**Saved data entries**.
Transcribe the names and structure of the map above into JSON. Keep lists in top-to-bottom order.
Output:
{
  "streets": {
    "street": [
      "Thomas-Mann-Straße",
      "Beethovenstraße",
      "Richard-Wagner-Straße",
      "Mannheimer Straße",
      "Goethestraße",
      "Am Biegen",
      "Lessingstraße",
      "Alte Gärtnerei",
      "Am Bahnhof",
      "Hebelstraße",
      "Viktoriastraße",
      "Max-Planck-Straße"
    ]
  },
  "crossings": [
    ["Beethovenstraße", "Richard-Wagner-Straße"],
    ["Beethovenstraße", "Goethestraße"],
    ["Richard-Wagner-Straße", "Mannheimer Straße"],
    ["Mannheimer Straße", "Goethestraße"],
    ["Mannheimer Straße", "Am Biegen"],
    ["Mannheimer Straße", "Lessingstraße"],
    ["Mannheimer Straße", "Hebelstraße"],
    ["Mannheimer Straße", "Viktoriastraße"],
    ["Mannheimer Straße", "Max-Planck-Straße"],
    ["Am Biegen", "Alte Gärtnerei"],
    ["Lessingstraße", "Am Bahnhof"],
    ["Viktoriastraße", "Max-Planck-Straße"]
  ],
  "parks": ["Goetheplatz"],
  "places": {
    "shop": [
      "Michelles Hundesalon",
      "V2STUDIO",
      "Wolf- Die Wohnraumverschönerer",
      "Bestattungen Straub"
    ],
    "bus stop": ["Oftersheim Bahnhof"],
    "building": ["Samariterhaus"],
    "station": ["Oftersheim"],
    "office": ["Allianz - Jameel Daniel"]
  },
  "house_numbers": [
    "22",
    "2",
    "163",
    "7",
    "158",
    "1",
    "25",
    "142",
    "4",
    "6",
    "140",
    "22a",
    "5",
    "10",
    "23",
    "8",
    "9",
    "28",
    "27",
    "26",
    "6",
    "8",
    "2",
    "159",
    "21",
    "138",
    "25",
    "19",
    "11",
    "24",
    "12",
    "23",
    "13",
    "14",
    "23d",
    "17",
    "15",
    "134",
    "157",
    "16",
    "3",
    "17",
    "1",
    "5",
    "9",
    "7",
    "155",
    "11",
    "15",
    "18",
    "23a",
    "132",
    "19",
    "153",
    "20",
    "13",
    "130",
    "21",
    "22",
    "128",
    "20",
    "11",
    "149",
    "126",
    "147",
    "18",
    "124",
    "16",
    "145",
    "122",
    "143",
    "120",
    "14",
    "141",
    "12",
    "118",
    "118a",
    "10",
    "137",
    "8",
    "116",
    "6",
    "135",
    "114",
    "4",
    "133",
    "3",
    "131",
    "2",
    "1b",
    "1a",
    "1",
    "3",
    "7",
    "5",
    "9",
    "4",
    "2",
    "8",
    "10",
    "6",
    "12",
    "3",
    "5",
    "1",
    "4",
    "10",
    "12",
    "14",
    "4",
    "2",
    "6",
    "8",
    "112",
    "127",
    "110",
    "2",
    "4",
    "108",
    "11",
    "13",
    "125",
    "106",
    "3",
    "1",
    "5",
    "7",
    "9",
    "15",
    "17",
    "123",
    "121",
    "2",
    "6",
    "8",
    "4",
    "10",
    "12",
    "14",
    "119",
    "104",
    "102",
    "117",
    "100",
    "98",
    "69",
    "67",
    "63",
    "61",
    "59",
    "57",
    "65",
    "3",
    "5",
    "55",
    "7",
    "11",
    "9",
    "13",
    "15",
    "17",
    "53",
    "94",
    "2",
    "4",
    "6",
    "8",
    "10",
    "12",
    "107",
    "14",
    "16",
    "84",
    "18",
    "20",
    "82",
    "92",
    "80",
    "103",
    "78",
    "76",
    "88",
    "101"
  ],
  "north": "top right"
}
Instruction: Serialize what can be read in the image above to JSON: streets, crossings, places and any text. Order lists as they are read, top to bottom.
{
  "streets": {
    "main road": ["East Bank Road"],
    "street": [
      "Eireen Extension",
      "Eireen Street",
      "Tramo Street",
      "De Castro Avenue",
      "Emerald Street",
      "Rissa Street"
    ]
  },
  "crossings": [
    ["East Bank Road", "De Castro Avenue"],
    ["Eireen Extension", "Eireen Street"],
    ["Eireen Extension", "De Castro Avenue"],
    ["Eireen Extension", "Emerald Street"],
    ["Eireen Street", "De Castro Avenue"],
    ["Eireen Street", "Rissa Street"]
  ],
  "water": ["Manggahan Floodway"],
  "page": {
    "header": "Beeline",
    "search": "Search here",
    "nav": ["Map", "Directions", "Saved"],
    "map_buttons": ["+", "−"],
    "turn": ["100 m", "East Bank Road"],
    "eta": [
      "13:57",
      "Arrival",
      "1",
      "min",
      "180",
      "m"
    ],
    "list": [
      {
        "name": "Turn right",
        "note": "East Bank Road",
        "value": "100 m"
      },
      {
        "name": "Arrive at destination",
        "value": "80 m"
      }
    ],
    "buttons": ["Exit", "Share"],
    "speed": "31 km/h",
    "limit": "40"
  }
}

**Task goal**. Going through the entries above, report how many lines include the string "Goethestraße". The number alone is the answer.

**Expected answer**. 3